- About this task
Pull every line that includes the word "quarter" out of the data below and copy it.

- Source data
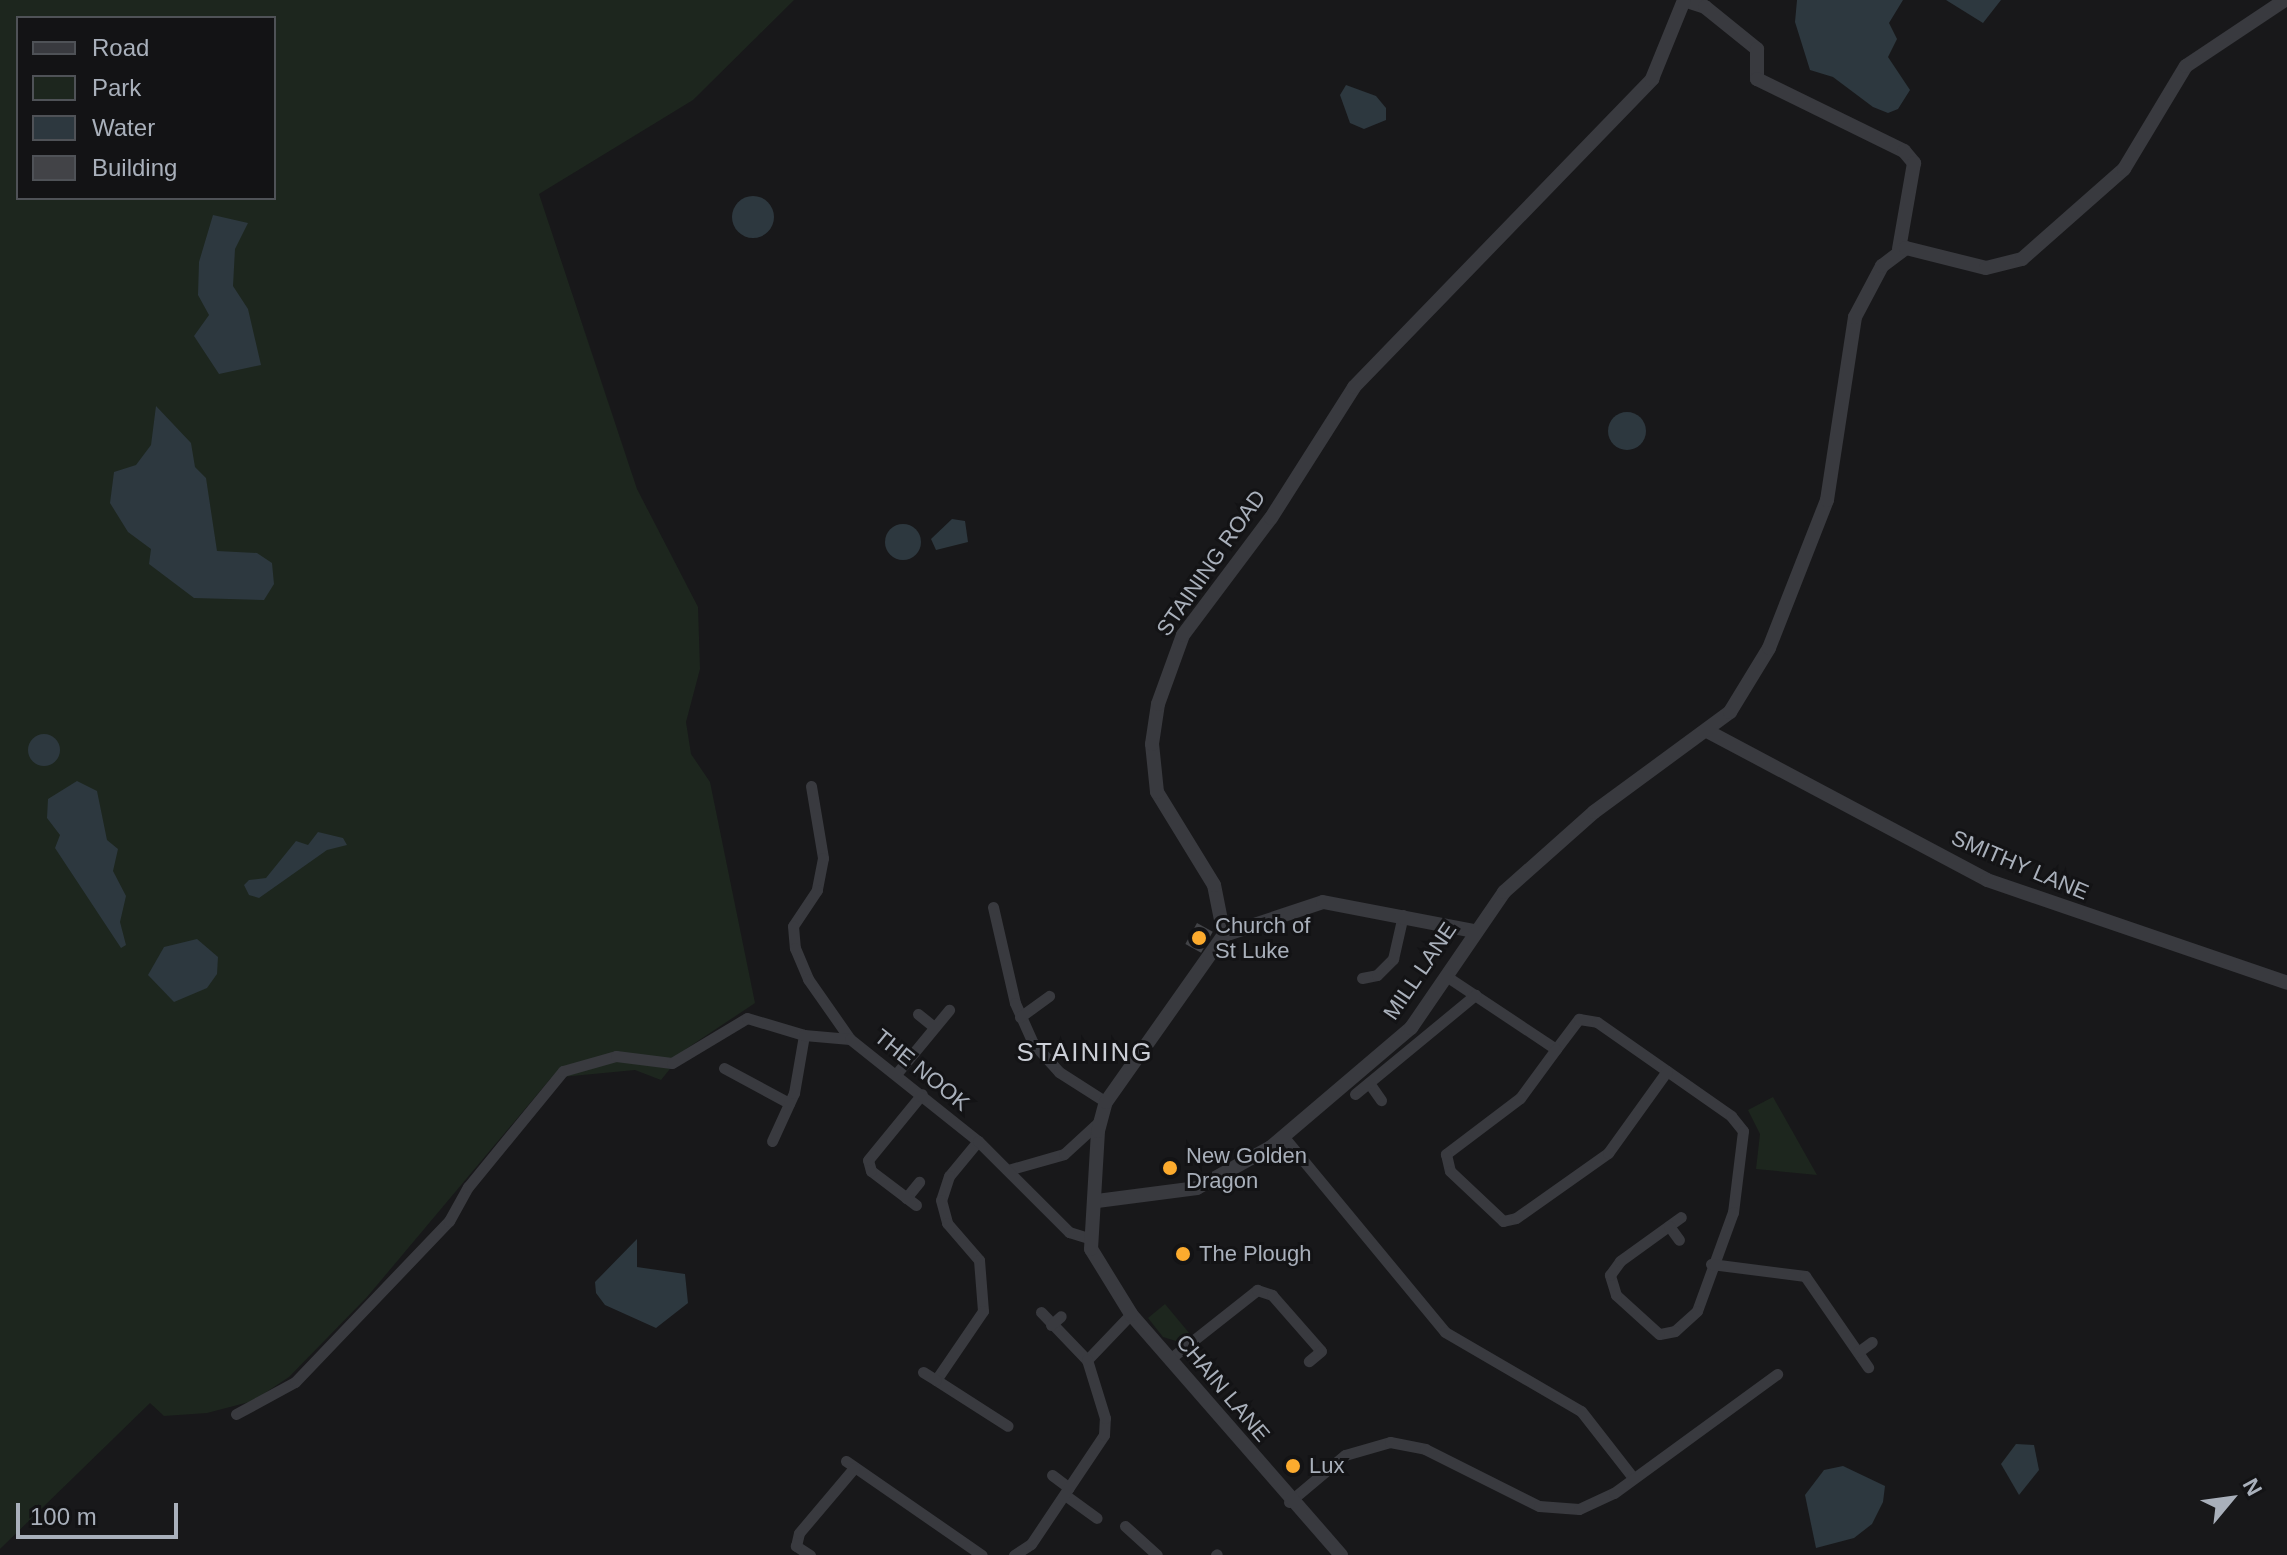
<!DOCTYPE html>
<style>
body{margin:0}
#map{position:relative;width:2287px;height:1555px;overflow:hidden;background:#18181a;font-family:Helvetica,sans-serif}
div>[style]{position:absolute}
.green>*{inset:0;background:#1d261e}
.water>*{inset:0;background:#2d383f}
.round{border-radius:50%}
.building>*{inset:0;background:#424347;transform-origin:0 0}
.minor>*{height:11px;margin:-5.5px;padding:0 5.5px;transform-origin:5.5px;border-radius:5.5px;background:#393a3f}
.tertiary>*{height:14px;margin:-7px;padding:0 7px;transform-origin:7px;border-radius:7px;background:#393a3f}
.dots>*{width:22px;height:22px;translate:-50% -50%;box-sizing:border-box;border:4px solid #131315;border-radius:50%}
span{translate:-50% -50%;white-space:nowrap;text-align:center;line-height:1.15;-webkit-text-stroke:6px #131315;paint-order:stroke}
.street-label{font-size:22px;color:#a9b0bb}
.poi-label{font-size:22px;color:#a9b0bb}
.left{translate:0 -50%;text-align:left}
.quarter-label{font-size:26px;color:#cbced6;letter-spacing:2px}
.legend{position:absolute;left:16px;top:16px;width:260px;height:184px;box-sizing:border-box;background:#131315;border:2px solid #4f5257;margin:0;padding:10px 14px;list-style:none;font-size:24px;color:#a9b0bb}
.legend li{display:flex;align-items:center;gap:16px;height:40px}
.legend b{width:40px;border:2px solid #4f5257}
.north{position:absolute;left:2191px;top:1459px;width:80px;height:80px;-webkit-text-stroke:6px #131315;paint-order:stroke;rotate:61deg;font-size:22px;font-weight:700;line-height:32px;text-align:center;color:#a9b0bb}
.north::after{content:'';display:block;margin:auto;width:28px;height:36px;background:#a9b0bb;clip-path:polygon(50% 0,100% 100%,50% 72%,0 100%)}
.scale{position:absolute;left:16px;top:1503px;width:162px;height:36px;box-sizing:border-box;border:4px solid #a9b0bb;border-top:0;padding-left:10px;font-size:24px;line-height:28px;white-space:nowrap;color:#a9b0bb;-webkit-text-stroke:6px #131315;paint-order:stroke}
</style>
<div id="map">
<div class="green">
<i style="clip-path:polygon(evenodd,0 0,794px 0,693px 100px,539px 194px,637px 489px,698px 607px,700px 669px,686px 722px,691px 754px,710px 782px,755px 1003px,686px 1049px,661px 1080px,635px 1070px,551px 1078px,367px 1297px,289px 1377px,253px 1401px,207px 1413px,164px 1416px,150px 1403px,0 1549px,0 0,18px 18px,274px 18px,274px 198px,18px 198px,18px 18px)"></i>
<i style="clip-path:polygon(1773px 1097px,1817px 1175px,1756px 1169px,1760px 1134px,1748px 1110px)"></i>
<i style="clip-path:polygon(1165px 1304px,1190px 1334px,1179px 1342px,1163px 1337px,1148px 1318px)"></i>
</div>
<div class="water">
<i style="clip-path:polygon(1797px 0,1903px 0,1889px 23px,1897px 39px,1888px 57px,1910px 90px,1898px 109px,1888px 113px,1873px 107px,1833px 77px,1810px 70px,1795px 22px)"></i>
<i style="clip-path:polygon(1946px 0,2001px 0,1983px 23px)"></i>
<i style="clip-path:polygon(1346px 85px,1376px 96px,1386px 108px,1386px 120px,1364px 129px,1350px 123px,1340px 95px)"></i>
<i class="round" style="left:732px;top:196px;width:42px;height:42px"></i>
<i style="clip-path:polygon(213px 215px,248px 223px,235px 249px,233px 286px,248px 309px,261px 365px,219px 374px,194px 336px,209px 315px,198px 295px,199px 262px)"></i>
<i style="clip-path:polygon(156px 406px,191px 443px,195px 467px,206px 478px,217px 551px,257px 553px,272px 563px,274px 584px,264px 600px,194px 598px,149px 564px,151px 549px,128px 532px,110px 503px,114px 472px,136px 465px,151px 445px)"></i>
<i class="round" style="left:1608px;top:412px;width:38px;height:38px"></i>
<i style="clip-path:polygon(952px 519px,965px 521px,968px 542px,936px 550px,931px 539px)"></i>
<i class="round" style="left:885px;top:524px;width:36px;height:36px"></i>
<i class="round" style="left:28px;top:734px;width:32px;height:32px"></i>
<i style="clip-path:polygon(77px 781px,97px 791px,107px 840px,118px 849px,113px 871px,126px 896px,120px 922px,126px 945px,121px 948px,55px 848px,60px 835px,47px 818px,48px 799px)"></i>
<i style="clip-path:polygon(318px 832px,343px 838px,347px 845px,327px 850px,259px 898px,249px 895px,244px 885px,249px 880px,266px 878px,296px 841px,308px 845px)"></i>
<i style="clip-path:polygon(197px 939px,218px 957px,217px 974px,207px 988px,174px 1002px,148px 975px,164px 947px)"></i>
<i style="clip-path:polygon(637px 1239px,637px 1267px,685px 1274px,688px 1303px,656px 1328px,605px 1305px,596px 1293px,595px 1282px)"></i>
<i style="clip-path:polygon(2016px 1444px,2034px 1445px,2039px 1470px,2019px 1495px,2001px 1464px)"></i>
<i style="clip-path:polygon(1843px 1466px,1885px 1486px,1883px 1502px,1872px 1524px,1854px 1538px,1816px 1548px,1805px 1495px,1824px 1470px)"></i>
</div>
<div class="building">
<i style="left:1197px;top:923px;width:18px;height:24px;rotate:29deg"></i>
</div>
<div class="minor">
<i style="left:811px;top:786px;width:73px;rotate:80.5deg"></i>
<i style="left:823px;top:858px;width:33px;rotate:101deg"></i>
<i style="left:817px;top:890px;width:43px;rotate:123.7deg"></i>
<i style="left:793px;top:926px;width:22px;rotate:85deg"></i>
<i style="left:795px;top:948px;width:34px;rotate:67deg"></i>
<i style="left:808px;top:979px;width:73px;rotate:55deg"></i>
<i style="left:993px;top:907px;width:98px;rotate:77.1deg"></i>
<i style="left:1015px;top:1003px;width:44px;rotate:65.8deg"></i>
<i style="left:1033px;top:1043px;width:39px;rotate:48deg"></i>
<i style="left:1059px;top:1072px;width:56px;rotate:32.6deg"></i>
<i style="left:1446px;top:976px;width:132px;rotate:33.6deg"></i>
<i style="left:1556px;top:1049px;width:38px;rotate:-53deg"></i>
<i style="left:1579px;top:1019px;width:18px;rotate:9deg"></i>
<i style="left:1597px;top:1022px;width:164px;rotate:35deg"></i>
<i style="left:1731px;top:1116px;width:19px;rotate:51deg"></i>
<i style="left:1743px;top:1131px;width:82px;rotate:97deg"></i>
<i style="left:1733px;top:1212px;width:105px;rotate:110deg"></i>
<i style="left:1697px;top:1311px;width:30px;rotate:138deg"></i>
<i style="left:1675px;top:1331px;width:16px;rotate:169deg"></i>
<i style="left:1659px;top:1334px;width:58px;rotate:-137.8deg"></i>
<i style="left:1616px;top:1295px;width:21px;rotate:-107deg"></i>
<i style="left:1610px;top:1275px;width:17px;rotate:-54deg"></i>
<i style="left:1620px;top:1261px;width:75px;rotate:-35.8deg"></i>
<i style="left:1362px;top:978px;width:15px;rotate:-11deg"></i>
<i style="left:1377px;top:975px;width:23px;rotate:-45deg"></i>
<i style="left:1393px;top:959px;width:45px;rotate:-77.2deg"></i>
<i style="left:918px;top:1014px;width:21px;rotate:39deg"></i>
<i style="left:1020px;top:1017px;width:36px;rotate:-36deg"></i>
<i style="left:1556px;top:1049px;width:61px;rotate:126.3deg"></i>
<i style="left:1520px;top:1098px;width:93px;rotate:142.9deg"></i>
<i style="left:1446px;top:1154px;width:17px;rotate:77deg"></i>
<i style="left:1450px;top:1171px;width:73px;rotate:43.3deg"></i>
<i style="left:1503px;top:1221px;width:13px;rotate:-13deg"></i>
<i style="left:1516px;top:1218px;width:113px;rotate:-35.2deg"></i>
<i style="left:1608px;top:1153px;width:101px;rotate:-54.3deg"></i>
<i style="left:724px;top:1068px;width:74px;rotate:28.3deg"></i>
<i style="left:897px;top:1073px;width:82px;rotate:-50.5deg"></i>
<i style="left:1369px;top:1083px;width:21px;rotate:55deg"></i>
<i style="left:1355px;top:1094px;width:156px;rotate:-39.5deg"></i>
<i style="left:1283px;top:1136px;width:254px;rotate:50.4deg"></i>
<i style="left:1445px;top:1332px;width:157px;rotate:30.2deg"></i>
<i style="left:1581px;top:1411px;width:81px;rotate:52deg"></i>
<i style="left:772px;top:1141px;width:53px;rotate:-65.4deg"></i>
<i style="left:794px;top:1093px;width:59px;rotate:-80.2deg"></i>
<i style="left:978px;top:1141px;width:45px;rotate:129.6deg"></i>
<i style="left:949px;top:1176px;width:25px;rotate:108deg"></i>
<i style="left:941px;top:1200px;width:24px;rotate:75deg"></i>
<i style="left:947px;top:1223px;width:49px;rotate:49.1deg"></i>
<i style="left:979px;top:1260px;width:51px;rotate:85.5deg"></i>
<i style="left:983px;top:1311px;width:83px;rotate:124.3deg"></i>
<i style="left:936px;top:1380px;width:85px;rotate:32.6deg"></i>
<i style="left:1008px;top:1170px;width:58px;rotate:-15.9deg"></i>
<i style="left:1064px;top:1154px;width:49px;rotate:-42.5deg"></i>
<i style="left:906px;top:1198px;width:21px;rotate:-51deg"></i>
<i style="left:916px;top:1205px;width:56px;rotate:-142.9deg"></i>
<i style="left:871px;top:1171px;width:11px;rotate:-105deg"></i>
<i style="left:868px;top:1160px;width:85px;rotate:-50.7deg"></i>
<i style="left:1669px;top:1226px;width:17px;rotate:54deg"></i>
<i style="left:1711px;top:1264px;width:95px;rotate:7.3deg"></i>
<i style="left:1805px;top:1276px;width:111px;rotate:55.3deg"></i>
<i style="left:1041px;top:1312px;width:66px;rotate:46.2deg"></i>
<i style="left:1087px;top:1360px;width:64px;rotate:-46.3deg"></i>
<i style="left:1051px;top:1325px;width:13px;rotate:-42deg"></i>
<i style="left:1858px;top:1352px;width:17px;rotate:-36deg"></i>
<i style="left:1171px;top:1358px;width:110px;rotate:-38.3deg"></i>
<i style="left:1257px;top:1290px;width:16px;rotate:18deg"></i>
<i style="left:1272px;top:1295px;width:74px;rotate:48.8deg"></i>
<i style="left:1321px;top:1351px;width:16px;rotate:140deg"></i>
<i style="left:923px;top:1372px;width:15px;rotate:32deg"></i>
<i style="left:236px;top:1414px;width:67px;rotate:-28.5deg"></i>
<i style="left:295px;top:1382px;width:223px;rotate:-46.3deg"></i>
<i style="left:449px;top:1221px;width:39px;rotate:-61deg"></i>
<i style="left:468px;top:1187px;width:150px;rotate:-50.7deg"></i>
<i style="left:563px;top:1071px;width:55px;rotate:-15.8deg"></i>
<i style="left:616px;top:1056px;width:56px;rotate:7.1deg"></i>
<i style="left:672px;top:1063px;width:87px;rotate:-31deg"></i>
<i style="left:747px;top:1018px;width:59px;rotate:16.6deg"></i>
<i style="left:804px;top:1035px;width:46px;rotate:5deg"></i>
<i style="left:850px;top:1039px;width:164px;rotate:38.6deg"></i>
<i style="left:978px;top:1141px;width:129px;rotate:45deg"></i>
<i style="left:1069px;top:1232px;width:21px;rotate:17deg"></i>
<i style="left:846px;top:1461px;width:165px;rotate:34.7deg"></i>
<i style="left:1052px;top:1475px;width:21px;rotate:37deg"></i>
<i style="left:1065px;top:1495px;width:39px;rotate:36deg"></i>
<i style="left:1289px;top:1502px;width:73px;rotate:-40deg"></i>
<i style="left:1345px;top:1455px;width:47px;rotate:-16.1deg"></i>
<i style="left:1390px;top:1442px;width:36px;rotate:11deg"></i>
<i style="left:1425px;top:1449px;width:127px;rotate:26.6deg"></i>
<i style="left:1539px;top:1506px;width:40px;rotate:4.3deg"></i>
<i style="left:1579px;top:1509px;width:38px;rotate:-25deg"></i>
<i style="left:1614px;top:1493px;width:202px;rotate:-36.1deg"></i>
<i style="left:1125px;top:1526px;width:43px;rotate:42.2deg"></i>
<i style="left:810px;top:1555px;width:17px;rotate:-147deg"></i>
<i style="left:796px;top:1546px;width:13px;rotate:-77deg"></i>
<i style="left:799px;top:1533px;width:85px;rotate:-49.8deg"></i>
<i style="left:1014px;top:1555px;width:20px;rotate:-33deg"></i>
<i style="left:1031px;top:1544px;width:131px;rotate:-56.2deg"></i>
<i style="left:1104px;top:1435px;width:17px;rotate:-87deg"></i>
<i style="left:1105px;top:1418px;width:61px;rotate:-107.2deg"></i>
<i style="left:1216px;top:1555px;width:1px;rotate:-45deg"></i>
</div>
<div class="tertiary">
<i style="left:1684px;top:0;width:22px;rotate:18deg"></i>
<i style="left:1705px;top:7px;width:67px;rotate:38.9deg"></i>
<i style="left:1757px;top:49px;width:30px;rotate:90deg"></i>
<i style="left:1757px;top:79px;width:164px;rotate:26.1deg"></i>
<i style="left:1904px;top:151px;width:16px;rotate:50deg"></i>
<i style="left:1914px;top:163px;width:87px;rotate:99.9deg"></i>
<i style="left:1709px;top:732px;width:315px;rotate:28deg"></i>
<i style="left:1987px;top:880px;width:317px;rotate:18.9deg"></i>
<i style="left:1224px;top:935px;width:104px;rotate:-18.4deg"></i>
<i style="left:1323px;top:902px;width:153px;rotate:10.9deg"></i>
<i style="left:1097px;top:1201px;width:101px;rotate:-7.4deg"></i>
<i style="left:1197px;top:1188px;width:85px;rotate:-29deg"></i>
<i style="left:1271px;top:1147px;width:184px;rotate:-40.4deg"></i>
<i style="left:1411px;top:1028px;width:165px;rotate:-55.6deg"></i>
<i style="left:1504px;top:892px;width:120px;rotate:-41.6deg"></i>
<i style="left:1594px;top:812px;width:169px;rotate:-36.3deg"></i>
<i style="left:1730px;top:712px;width:75px;rotate:-58.6deg"></i>
<i style="left:1769px;top:648px;width:159px;rotate:-68.6deg"></i>
<i style="left:1827px;top:500px;width:185px;rotate:-81.3deg"></i>
<i style="left:1855px;top:317px;width:58px;rotate:-62.1deg"></i>
<i style="left:1882px;top:266px;width:30px;rotate:-37deg"></i>
<i style="left:1906px;top:248px;width:82px;rotate:14deg"></i>
<i style="left:1986px;top:268px;width:37px;rotate:-14deg"></i>
<i style="left:2022px;top:259px;width:136px;rotate:-41.4deg"></i>
<i style="left:2124px;top:169px;width:120px;rotate:-59deg"></i>
<i style="left:2186px;top:66px;width:119px;rotate:-33.7deg"></i>
<i style="left:1341px;top:1555px;width:320px;rotate:-131.1deg"></i>
<i style="left:1131px;top:1314px;width:76px;rotate:-121.6deg"></i>
<i style="left:1091px;top:1249px;width:118px;rotate:-86.6deg"></i>
<i style="left:1098px;top:1131px;width:30px;rotate:-75deg"></i>
<i style="left:1106px;top:1102px;width:204px;rotate:-54.8deg"></i>
<i style="left:1224px;top:935px;width:51px;rotate:-101.3deg"></i>
<i style="left:1214px;top:885px;width:109px;rotate:-121.5deg"></i>
<i style="left:1157px;top:792px;width:48px;rotate:-95.9deg"></i>
<i style="left:1152px;top:744px;width:40px;rotate:-81.5deg"></i>
<i style="left:1158px;top:704px;width:73px;rotate:-70.1deg"></i>
<i style="left:1183px;top:635px;width:146px;rotate:-53.1deg"></i>
<i style="left:1271px;top:518px;width:155px;rotate:-57.6deg"></i>
<i style="left:1354px;top:387px;width:429px;rotate:-45.9deg"></i>
<i style="left:1652px;top:79px;width:85px;rotate:-67.9deg"></i>
</div>
<div class="dots">
<i style="left:1199px;top:938px;background:#fcab2e"></i>
<i style="left:1170px;top:1168px;background:#fcab2e"></i>
<i style="left:1183px;top:1254px;background:#fcab2e"></i>
<i style="left:1293px;top:1466px;background:#fcab2e"></i>
</div>
<div class="street-label">
<span style="left:1211px;top:563px;rotate:-55deg">STAINING ROAD</span>
<span style="left:2020px;top:865px;rotate:23deg">SMITHY LANE</span>
<span style="left:1420px;top:971px;rotate:-56deg">MILL LANE</span>
<span style="left:922px;top:1070px;rotate:39deg">THE NOOK</span>
<span style="left:1223px;top:1388px;rotate:50deg">CHAIN LANE</span>
</div>
<div class="poi-label">
<span class="left" style="left:1215px;top:938px">Church of<br>St Luke</span>
<span class="left" style="left:1186px;top:1168px">New Golden<br>Dragon</span>
<span class="left" style="left:1199px;top:1254px">The Plough</span>
<span class="left" style="left:1309px;top:1466px">Lux</span>
</div>
<div class="quarter-label">
<span style="left:1085px;top:1053px">STAINING</span>
</div>
<ul class="legend">
<li><b style="height:10px;background:#393a3f"></b>Road</li>
<li><b style="height:22px;background:#1d261e"></b>Park</li>
<li><b style="height:22px;background:#2d383f"></b>Water</li>
<li><b style="height:22px;background:#424347"></b>Building</li>
</ul>
<div class="north">N</div>
<div class="scale">100 m</div>
</div>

- Expected answer
.quarter-label{font-size:26px;color:#cbced6;letter-spacing:2px}
<div class="quarter-label">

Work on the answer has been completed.